Programmable Microwave Cluster States via Josephson Metamaterials

TL;DR

This paper demonstrates the on-demand generation of scalable, reconfigurable microwave cluster states using a programmable Josephson Traveling-Wave Parametric Amplifier, advancing measurement-based quantum computing in superconducting circuits.

Contribution

It introduces a method to engineer and verify multimode entangled microwave cluster states with reconfigurable nonlinear couplings via tailored pump tones.

Findings

Successful generation of multimode microwave cluster states

Reconfigurable entanglement via pump spectrum control

Scalability demonstrated through wide bandwidth and homogeneity

Abstract

Cluster states are a fundamental resource for continuous-variable quantum computing, enabling measurement-based protocols that can scale beyond the limitations of qubit-based architectures.
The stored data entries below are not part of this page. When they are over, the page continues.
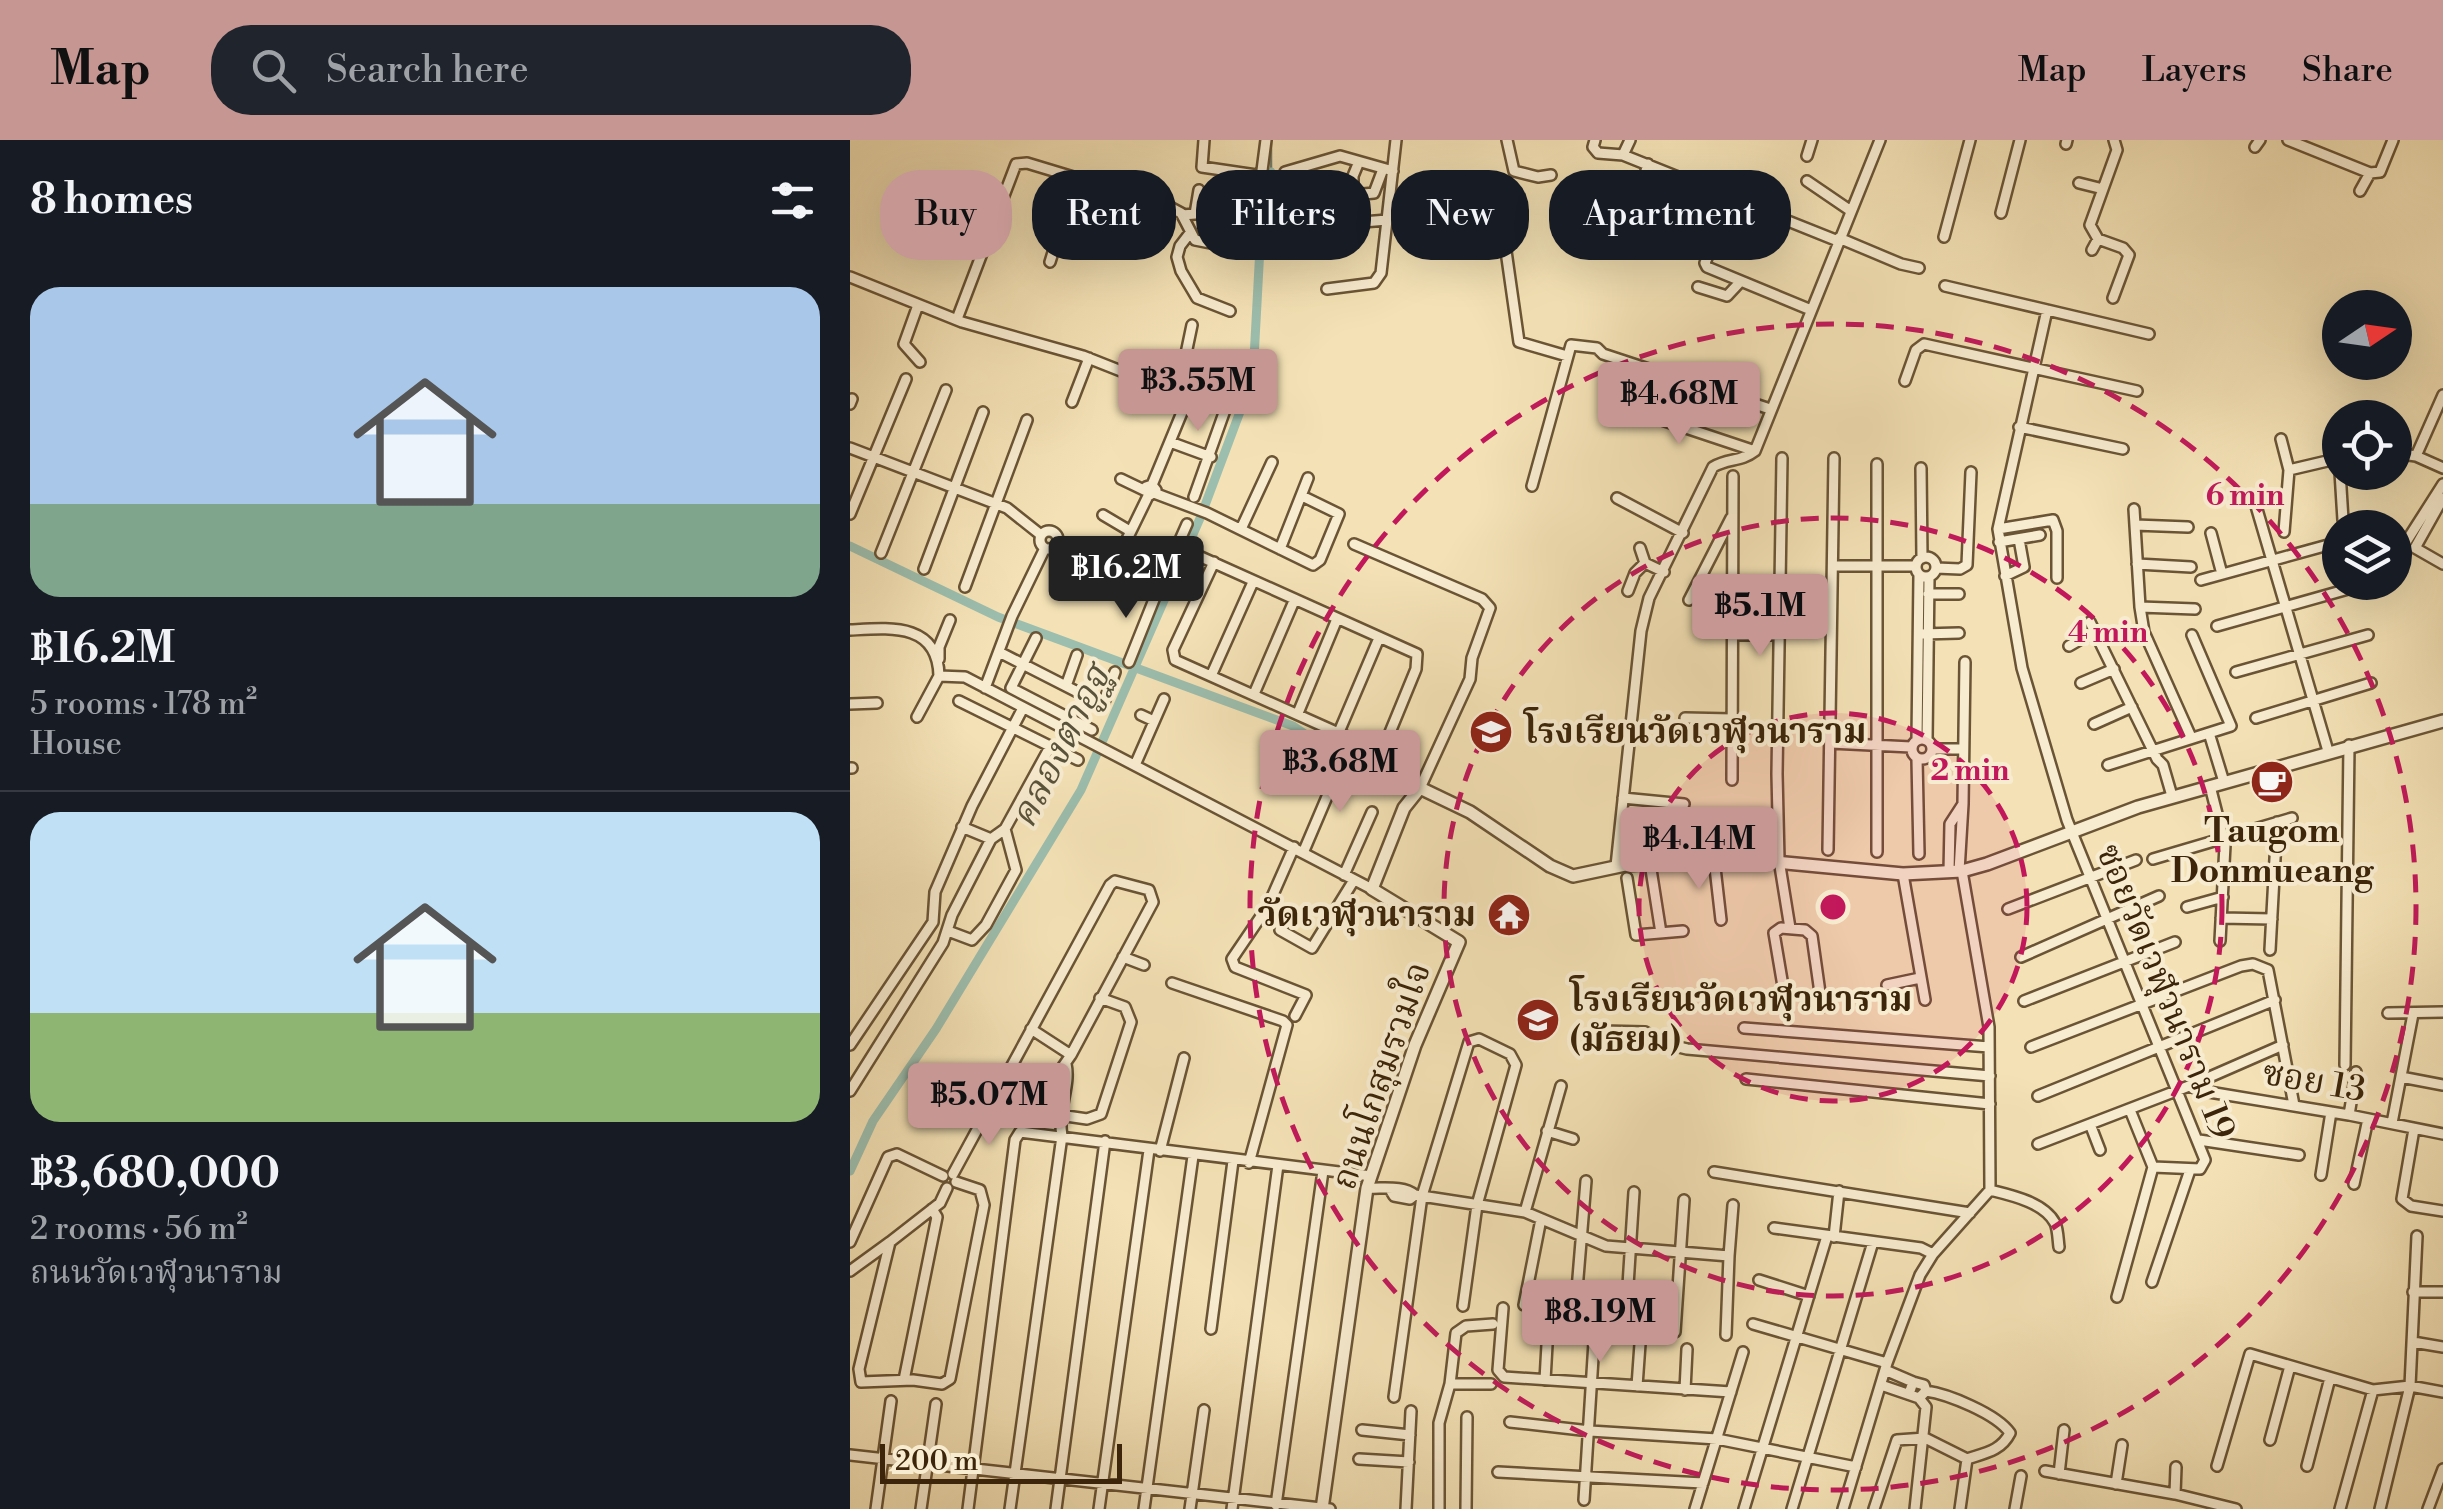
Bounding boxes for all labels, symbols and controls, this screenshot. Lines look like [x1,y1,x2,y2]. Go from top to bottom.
search box [211,25,911,115]
text: Map [50,40,151,100]
icon: search [246,43,301,98]
text: Search here [326,47,529,94]
text: Map [2018,49,2087,92]
text: Layers [2142,49,2247,92]
text: Share [2302,49,2393,92]
chip: Buy [880,170,1012,260]
chip: Rent [1032,170,1176,260]
chip: Filters [1196,170,1371,260]
chip: New [1391,170,1529,260]
chip: Apartment [1549,170,1791,260]
icon: filters [765,173,820,228]
text: 8 homes [30,174,193,227]
north arrow [2322,290,2412,380]
map controls [2322,290,2412,600]
pin: ฿3.55M [1117,349,1279,434]
icon: home [335,352,515,532]
text: ฿3.55M [1140,361,1256,401]
pin: ฿4.68M [1598,362,1760,447]
text: ฿4.68M [1620,374,1738,414]
button: locate [2322,400,2412,490]
text: 6 min [2206,477,2285,515]
button: layers [2322,510,2412,600]
pin: ฿16.2M [1045,536,1207,621]
text: ฿16.2M [1071,548,1181,588]
pin: ฿5.1M [1690,574,1830,659]
text: ฿5.1M [1714,586,1806,626]
text: 4 min [2068,614,2149,652]
text: ฿16.2M [30,623,175,676]
water label: คลองตาอูฐ [1000,654,1124,836]
text: 5 rooms · 178 m² [30,684,257,724]
place label: โรงเรียนวัดเวฬุวนาราม [1522,707,1866,754]
school or university icon: โรงเรียนวัดเวฬุวนาราม [1468,709,1514,755]
text: House [30,724,122,764]
pin: ฿3.68M [1259,730,1421,815]
text: ฿3.68M [1282,742,1398,782]
text: 2 min [1931,752,2010,790]
cafe icon: Taugom Donmueang [2249,759,2295,805]
pin: ฿4.14M [1618,807,1780,892]
place label: Taugom Donmueang [2171,810,2374,893]
text: ฿4.14M [1642,819,1756,859]
street label: ซอยวัดเวฬุวนาราม 19 [2086,838,2244,1146]
icon: home [335,877,515,1057]
centre of rings [1815,889,1851,925]
temple icon: วัดเวฬุวนาราม [1486,892,1532,938]
place label: วัดเวฬุวนาราม [1257,894,1476,937]
street label: ถนนโกสุมรวมใจ [1318,955,1441,1195]
place label: โรงเรียนวัดเวฬุวนาราม (มัธยม) [1568,975,1912,1062]
school or university icon: โรงเรียนวัดเวฬุวนาราม (มัธยม) [1515,997,1561,1043]
street label: ซอย 13 [2259,1052,2369,1112]
pin: ฿5.07M [908,1063,1070,1148]
text: ฿5.07M [930,1075,1048,1115]
text: ฿3,680,000 [30,1148,280,1201]
text: 2 rooms · 56 m² [30,1209,248,1249]
text: ถนนวัดเวฬุวนาราม [30,1253,283,1293]
pin: ฿8.19M [1519,1280,1681,1365]
text: ฿8.19M [1544,1292,1656,1332]
scale bar [880,1439,1122,1484]
text: 200 m [895,1444,978,1479]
Here, we demonstrate on-demand generation of multimode entangled microwave cluster states using a programmable Josephson Traveling-Wave Parametric Amplifier (JTWPA) operated in the three-wave mixing regime. By injecting a tailored, non-equidistant set of pump tones via an arbitrary waveform generator, we engineer frequency-specific nonlinear couplings between multiple frequency modes. The entanglement structure is verified via frequency-resolved heterodyne detection of quadrature nullifiers, confirming the target graph topology of the cluster state. Our approach allows reconfigurability through the pumps spectrum and supports scalability by leveraging the wide bandwidth and spatial homogeneity of the JTWPA. This platform opens new avenues for scalable measurement-based quantum information processing in the microwave domain, compatible with superconducting circuit architectures.